State of Green, das rund 20 Mitarbeiter beschäftigt, ist in zwei Gruppen unterteilt. Eine Gruppe kümmert sich um Kommunikation, Kontakte knüpfen, Nachrichten, Publikationen, Website und soziale Netzwerke. Die zweite Gruppe ist für verschiedene Branchen zuständig, einige für Wasser, andere für Energie, Gebäude, Bio-Lösungen und die grüne Transformation im Allgemeinen.
Atomenergie im Wandel: Lokale und EU-weite Überlegungen
Es ist bezeichnend, dass die dänische Energiewende die Kernenergie nicht erwähnt. Dafür gibt es einen Grund. Schon vor etwa einem halben Jahrhundert dachte man in Dänemark darüber nach, als man überlegte, auf welche neuen Energiequellen man sich konzentrieren sollte. Da sich jedoch viele Bürger gegen die Nutzung dieser Quelle aussprachen, beschloss der Staat in den 1980er Jahren offiziell, keine Kernkraftwerke mehr zu bauen.
- Das ändert sich nun etwas. In den Ministerien wird darüber diskutiert, aber man ist sich bewusst, dass die Arbeit an Kernkraftwerken viel Aufwand und Geld kosten würde. Daher gibt es derzeit umfangreiche Analysen dafür und dagegen. Innerhalb der Regierung wird viel darüber diskutiert, denn es geht auch um die Sicherheit der europäischen Energieversorgung - sagt Ke Yu.

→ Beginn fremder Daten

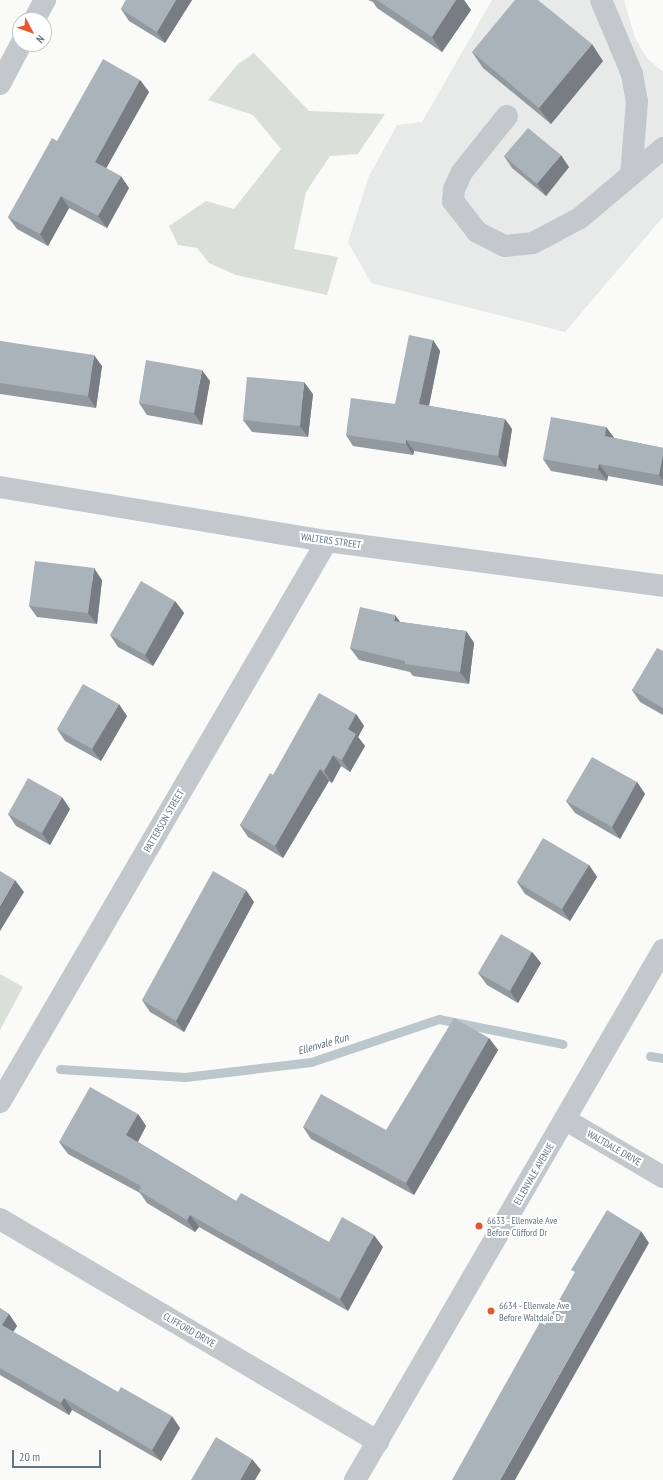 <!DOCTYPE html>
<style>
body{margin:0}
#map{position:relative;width:663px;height:1480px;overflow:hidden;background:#fafaf8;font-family:"PT Sans Narrow",sans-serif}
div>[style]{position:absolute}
.built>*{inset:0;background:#e8e9e9}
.green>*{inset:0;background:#dadfd7}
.stream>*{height:9px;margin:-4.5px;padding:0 4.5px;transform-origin:4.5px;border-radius:4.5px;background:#bbc7cb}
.minor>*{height:22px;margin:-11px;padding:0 11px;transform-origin:11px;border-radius:11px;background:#c3c8cc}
.wall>*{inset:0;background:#929a9f}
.shaded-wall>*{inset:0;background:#777d82}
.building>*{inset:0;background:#aab3b9}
.dots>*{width:11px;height:11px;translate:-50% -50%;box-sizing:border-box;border:2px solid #fff;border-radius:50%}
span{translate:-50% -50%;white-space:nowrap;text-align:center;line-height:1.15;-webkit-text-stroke:4px #fff;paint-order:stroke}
.street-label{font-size:10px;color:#657683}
.poi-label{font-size:10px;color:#657683}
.left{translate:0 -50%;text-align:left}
.water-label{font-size:11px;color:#60757c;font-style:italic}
.north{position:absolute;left:12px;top:12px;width:40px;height:40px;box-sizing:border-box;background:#fff;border:1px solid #c1c8cd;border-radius:50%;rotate:131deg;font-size:11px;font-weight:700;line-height:16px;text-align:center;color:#657683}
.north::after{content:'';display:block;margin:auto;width:14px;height:18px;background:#e4572e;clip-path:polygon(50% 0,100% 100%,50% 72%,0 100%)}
.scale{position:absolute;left:12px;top:1450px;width:89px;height:18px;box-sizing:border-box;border:2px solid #657683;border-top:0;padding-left:5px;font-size:12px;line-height:14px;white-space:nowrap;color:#657683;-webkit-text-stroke:3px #fff;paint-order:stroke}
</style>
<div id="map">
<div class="built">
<div style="clip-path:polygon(492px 0,624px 0,635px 38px,647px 58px,663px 72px,663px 217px,565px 332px,371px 283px,348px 242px,369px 176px,397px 125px,422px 122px)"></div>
</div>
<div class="green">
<div style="clip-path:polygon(254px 53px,309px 111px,385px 114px,358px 154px,330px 156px,306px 192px,294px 249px,338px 257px,327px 295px,236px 275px,209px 263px,197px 248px,178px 245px,169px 226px,206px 201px,234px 209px,281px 149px,253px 115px,208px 100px,238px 64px)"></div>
<div style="clip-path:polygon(0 974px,23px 987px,0 1030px)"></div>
</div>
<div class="stream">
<div style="left:650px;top:1056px;width:13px;rotate:9deg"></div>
<div style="left:60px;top:1069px;width:125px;rotate:3.7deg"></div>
<div style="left:185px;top:1077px;width:127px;rotate:-6.8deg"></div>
<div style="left:311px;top:1062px;width:135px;rotate:-18.6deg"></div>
<div style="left:439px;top:1019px;width:126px;rotate:11.4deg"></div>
</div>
<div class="minor">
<div style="left:601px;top:0;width:80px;rotate:67.3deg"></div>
<div style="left:632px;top:74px;width:27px;rotate:80deg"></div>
<div style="left:637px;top:101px;width:74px;rotate:94.6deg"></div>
<div style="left:34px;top:20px;width:23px;rotate:-61deg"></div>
<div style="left:0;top:84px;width:45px;rotate:-62.3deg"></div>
<div style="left:507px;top:116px;width:72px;rotate:128.8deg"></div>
<div style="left:462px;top:172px;width:19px;rotate:115deg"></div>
<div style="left:454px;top:189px;width:12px;rotate:95deg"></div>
<div style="left:453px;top:201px;width:39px;rotate:52deg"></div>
<div style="left:477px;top:232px;width:31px;rotate:27deg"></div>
<div style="left:505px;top:246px;width:28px;rotate:-6deg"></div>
<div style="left:533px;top:243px;width:53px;rotate:-28deg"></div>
<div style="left:580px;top:218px;width:109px;rotate:-40.1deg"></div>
<div style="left:0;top:487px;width:331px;rotate:9.4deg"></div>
<div style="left:327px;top:541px;width:339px;rotate:7.6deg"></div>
<div style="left:0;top:1102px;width:649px;rotate:-59.76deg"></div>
<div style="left:566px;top:1120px;width:113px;rotate:30.4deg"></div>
<div style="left:0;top:1219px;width:439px;rotate:30.5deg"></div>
<div style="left:355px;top:1480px;width:613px;rotate:-59.84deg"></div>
</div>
<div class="wall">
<div style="clip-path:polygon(126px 0,192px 0,165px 43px,129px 21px,121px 9px)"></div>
<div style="clip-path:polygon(368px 0,464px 0,471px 10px,442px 52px,377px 8px,373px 2px)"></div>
<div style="clip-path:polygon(472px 52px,603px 61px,551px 124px,483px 68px)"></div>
<div style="clip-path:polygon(140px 80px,149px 92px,106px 168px,129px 188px,107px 228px,69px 208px,48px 246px,17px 229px,8px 217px,57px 141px)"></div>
<div style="clip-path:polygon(504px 156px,569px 167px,546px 196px,512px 168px)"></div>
<div style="clip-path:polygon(433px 340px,440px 351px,429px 406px,505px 419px,512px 429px,506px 467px,414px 451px,413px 455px,353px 446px,346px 435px,395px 404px)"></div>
<div style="clip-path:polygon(0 341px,102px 366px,96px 408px,0 394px)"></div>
<div style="clip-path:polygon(210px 381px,202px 425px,147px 415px,139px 403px)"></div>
<div style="clip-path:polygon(313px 394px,308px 437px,252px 432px,243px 420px)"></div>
<div style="clip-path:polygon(606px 427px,614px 438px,663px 448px,663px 486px,608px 476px,607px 481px,551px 471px,543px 459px)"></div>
<div style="clip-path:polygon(102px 580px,97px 624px,37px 617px,29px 606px)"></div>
<div style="clip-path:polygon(175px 601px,184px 613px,153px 666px,118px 647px,110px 635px)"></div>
<div style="clip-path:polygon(400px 622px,466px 631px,474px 643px,469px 684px,413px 676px,410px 672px,359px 660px,350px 648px)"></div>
<div style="clip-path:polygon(663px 651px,663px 715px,640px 702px,632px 690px)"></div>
<div style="clip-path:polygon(356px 714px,364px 726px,358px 737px,365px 746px,350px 772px,341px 766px,332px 783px,329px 781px,283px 858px,248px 837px,240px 825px,273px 775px)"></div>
<div style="clip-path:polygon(127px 716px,101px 761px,65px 741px,57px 729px)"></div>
<div style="clip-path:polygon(637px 782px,645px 794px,620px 839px,575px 813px,566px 801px)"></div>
<div style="clip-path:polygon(70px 809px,50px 845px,16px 826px,8px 814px)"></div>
<div style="clip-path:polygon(589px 865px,597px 877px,570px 921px,525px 894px,517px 882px)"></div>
<div style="clip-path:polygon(254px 902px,184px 1032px,150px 1012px,142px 1000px)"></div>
<div style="clip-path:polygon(532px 952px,541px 963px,518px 1003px,487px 985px,478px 973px)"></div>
<div style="clip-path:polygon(489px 1038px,498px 1050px,414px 1195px,311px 1139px,303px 1127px,386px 1130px)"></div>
<div style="clip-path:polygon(138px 1114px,146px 1126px,138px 1142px,236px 1201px,329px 1242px,383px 1247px,348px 1311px,199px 1227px,195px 1232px,147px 1203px,140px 1193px,68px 1154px,59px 1142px)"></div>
<div style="clip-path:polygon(0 1308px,9px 1314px,17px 1326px,13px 1332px,180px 1428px,161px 1461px,72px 1410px,69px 1415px,0 1375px)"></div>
</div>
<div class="shaded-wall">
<div style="clip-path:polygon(176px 0,192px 0,165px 43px,157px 32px)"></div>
<div style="clip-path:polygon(456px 0,464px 0,471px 10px,442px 52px,432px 37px)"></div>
<div style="clip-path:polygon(592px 44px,603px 61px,551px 124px,539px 108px)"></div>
<div style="clip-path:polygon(140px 80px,149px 92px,103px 174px,95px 162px)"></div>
<div style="clip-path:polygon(561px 155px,569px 167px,546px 196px,537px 184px)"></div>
<div style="clip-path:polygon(121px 176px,129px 188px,107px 228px,98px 216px)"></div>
<div style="clip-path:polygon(61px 196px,69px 208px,48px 246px,40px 234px)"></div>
<div style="clip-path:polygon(433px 340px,440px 351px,427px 415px,419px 404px)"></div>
<div style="clip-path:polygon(94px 355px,102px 366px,96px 408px,88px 396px)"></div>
<div style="clip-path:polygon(202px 370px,210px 381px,202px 425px,194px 413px)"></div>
<div style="clip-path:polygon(304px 382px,313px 394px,308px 437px,300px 426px)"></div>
<div style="clip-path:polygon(505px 419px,512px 429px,506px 467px,498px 456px)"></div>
<div style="clip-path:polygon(606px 427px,615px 439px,605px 436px)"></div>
<div style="clip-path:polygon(406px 440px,414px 451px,413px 455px,406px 444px)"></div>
<div style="clip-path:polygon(663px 455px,663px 480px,659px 475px)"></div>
<div style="clip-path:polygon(599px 464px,608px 476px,607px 481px,598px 469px)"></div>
<div style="clip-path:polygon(94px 568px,102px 580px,97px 624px,88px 613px)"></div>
<div style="clip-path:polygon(175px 601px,184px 613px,153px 666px,145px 655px)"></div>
<div style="clip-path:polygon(395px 615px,404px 627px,394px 621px)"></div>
<div style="clip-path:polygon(466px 631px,474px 643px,469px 684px,460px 672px)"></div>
<div style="clip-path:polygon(119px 704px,127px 716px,101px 761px,92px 749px)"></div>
<div style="clip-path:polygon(356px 714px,364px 726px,358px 737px,365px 746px,350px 772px,342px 760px,348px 729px)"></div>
<div style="clip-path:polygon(333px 755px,341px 766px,332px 783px,324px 771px)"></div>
<div style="clip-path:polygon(320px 769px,329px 781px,283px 858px,275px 846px)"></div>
<div style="clip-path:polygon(637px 782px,645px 794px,620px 839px,612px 827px)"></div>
<div style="clip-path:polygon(62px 797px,70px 809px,50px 845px,42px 833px)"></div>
<div style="clip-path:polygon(589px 865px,597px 877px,570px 921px,562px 909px)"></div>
<div style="clip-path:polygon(15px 880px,24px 892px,0 931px,0 906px)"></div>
<div style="clip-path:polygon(246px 890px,254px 902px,184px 1032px,176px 1021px)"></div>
<div style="clip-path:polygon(532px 952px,541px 963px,518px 1003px,510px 991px)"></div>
<div style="clip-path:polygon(489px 1038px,498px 1050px,414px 1195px,406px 1183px)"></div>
<div style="clip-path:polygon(138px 1114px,146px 1126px,135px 1147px,126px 1135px)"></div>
<div style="clip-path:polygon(190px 1215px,199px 1227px,195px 1232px,187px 1220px)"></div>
<div style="clip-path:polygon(641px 1231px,649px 1243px,515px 1480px,500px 1480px)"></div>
<div style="clip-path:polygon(374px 1235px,383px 1247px,348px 1311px,340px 1299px)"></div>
<div style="clip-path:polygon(9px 1314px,17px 1326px,10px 1337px,2px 1325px)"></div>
<div style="clip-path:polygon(64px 1398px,72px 1410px,69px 1415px,61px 1403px)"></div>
<div style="clip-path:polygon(172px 1416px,180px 1428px,161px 1461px,152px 1450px)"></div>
<div style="clip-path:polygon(252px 1459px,261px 1470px,255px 1480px,240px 1480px)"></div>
</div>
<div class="building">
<div style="clip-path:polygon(126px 0,176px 0,157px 32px,121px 9px)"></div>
<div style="clip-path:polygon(377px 0,456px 0,432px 37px)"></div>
<div style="clip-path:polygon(515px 0,538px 0,592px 44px,539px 108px,472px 52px)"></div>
<div style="clip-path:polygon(103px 59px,140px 80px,95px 162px,121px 176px,98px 216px,61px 196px,40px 234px,8px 217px,52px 138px,57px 141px)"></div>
<div style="clip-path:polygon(528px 128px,561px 155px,537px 184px,504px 156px)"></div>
<div style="clip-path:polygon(409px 335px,433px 340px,419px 404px,505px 419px,498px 456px,406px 440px,406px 444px,346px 435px,351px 398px,395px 404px)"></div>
<div style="clip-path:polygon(0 341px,94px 355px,88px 396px,0 383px)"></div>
<div style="clip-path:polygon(146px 360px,202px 370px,194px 413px,139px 403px)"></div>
<div style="clip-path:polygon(247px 377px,304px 382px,300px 426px,243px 420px)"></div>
<div style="clip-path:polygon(551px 417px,606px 427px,605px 436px,663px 448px,663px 455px,659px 475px,599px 464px,598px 469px,543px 459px)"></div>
<div style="clip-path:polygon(35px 561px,94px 568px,88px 613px,29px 606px)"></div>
<div style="clip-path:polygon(141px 581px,175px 601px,145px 655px,110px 635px)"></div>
<div style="clip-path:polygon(360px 607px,395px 615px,394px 621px,466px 631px,460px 672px,405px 664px,405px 661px,350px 648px)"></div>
<div style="clip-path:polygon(657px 648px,663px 651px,663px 708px,632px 690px)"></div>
<div style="clip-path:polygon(83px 684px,119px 704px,92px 749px,57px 729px)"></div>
<div style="clip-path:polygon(319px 693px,356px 714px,348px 729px,356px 734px,342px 760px,333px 755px,324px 771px,320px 769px,275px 846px,240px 825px,270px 773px,273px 775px)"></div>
<div style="clip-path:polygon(592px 757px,637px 782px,612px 827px,566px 801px)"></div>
<div style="clip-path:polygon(28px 778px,62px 797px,42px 833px,8px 814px)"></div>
<div style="clip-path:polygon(543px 838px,589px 865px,562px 909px,517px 882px)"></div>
<div style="clip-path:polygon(0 871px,15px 880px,0 906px)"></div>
<div style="clip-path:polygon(213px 871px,246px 890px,176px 1021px,142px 1000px)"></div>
<div style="clip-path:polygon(501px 934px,532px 952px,510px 991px,478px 973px)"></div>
<div style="clip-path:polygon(454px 1018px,489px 1038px,406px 1183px,303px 1127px,321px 1094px,386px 1130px)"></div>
<div style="clip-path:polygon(90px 1087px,138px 1114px,126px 1135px,236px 1201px,241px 1193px,329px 1242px,342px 1217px,374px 1235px,340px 1299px,190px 1215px,187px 1220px,139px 1191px,141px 1186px,59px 1142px)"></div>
<div style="clip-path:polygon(607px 1210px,641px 1231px,500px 1480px,452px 1480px,540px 1322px,545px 1325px,575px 1272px,571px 1270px)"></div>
<div style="clip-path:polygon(0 1308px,9px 1314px,2px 1325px,118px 1392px,121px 1387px,172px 1416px,152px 1450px,64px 1398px,61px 1403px,0 1368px)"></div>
<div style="clip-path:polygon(216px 1437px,252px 1459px,240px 1480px,191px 1480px)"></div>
</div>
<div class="dots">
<div style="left:479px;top:1226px;background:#e4572e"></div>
<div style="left:491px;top:1311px;background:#e4572e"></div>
</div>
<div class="street-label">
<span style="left:331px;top:541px;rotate:8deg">WALTERS STREET</span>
<span style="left:164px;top:821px;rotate:-60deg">PATTERSON STREET</span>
<span style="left:614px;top:1148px;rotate:30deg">WALTDALE DRIVE</span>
<span style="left:534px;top:1174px;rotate:-60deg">ELLENVALE AVENUE</span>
<span style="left:189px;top:1330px;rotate:30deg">CLIFFORD DRIVE</span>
</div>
<div class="poi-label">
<span class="left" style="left:487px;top:1226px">6633 - Ellenvale Ave<br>Before Clifford Dr</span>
<span class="left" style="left:499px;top:1311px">6634 - Ellenvale Ave<br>Before Waltdale Dr</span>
</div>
<div class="water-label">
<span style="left:323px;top:1044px;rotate:-16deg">Ellenvale Run</span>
</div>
<div class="north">N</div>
<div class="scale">20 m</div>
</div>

Kopenhagen (FotoLindsay Martin/Unsplash)
CopenHill: Grüne Wende zur Touristenattraktion
Bei der Umsetzung solch wichtiger Maßnahmen und Projekte ist es sicherlich besonders wichtig, dass die Bürger die praktischen Vorteile im Alltag spüren. Ein herausragendes Beispiel für Nachhaltigkeit und ökologischen Wandel, das zugleich eine Touristenattraktion darstellt, ist CopenHill (auch bekannt als Amager Bakke, d. h. Amager Hügel), das vor knapp zehn Jahren eröffnet wurde.
An diesem unterirdischen Standort werden nicht recycelbare Abfälle verarbeitet, verbrannt und in Wärme und Strom umgewandelt, die die Hauptstadt versorgen. Gleichzeitig genießen Kopenhagener und Touristen auf dem grünen Hügel oberhalb der Anlage Spaziergänge, Skitouren, Sportklettern und die Aussicht auf die Stadt. „Es ist ein Beispiel dafür, wie der ökologische Wandel im Alltag der Dänen verankert ist“, betont Simone Falcon.
Obwohl manche die Anlage für weniger nachhaltig halten, als sie sich präsentiert, wurde Copenhill mit dem Preis „Weltbauwerk des Jahres 2021“ ausgezeichnet.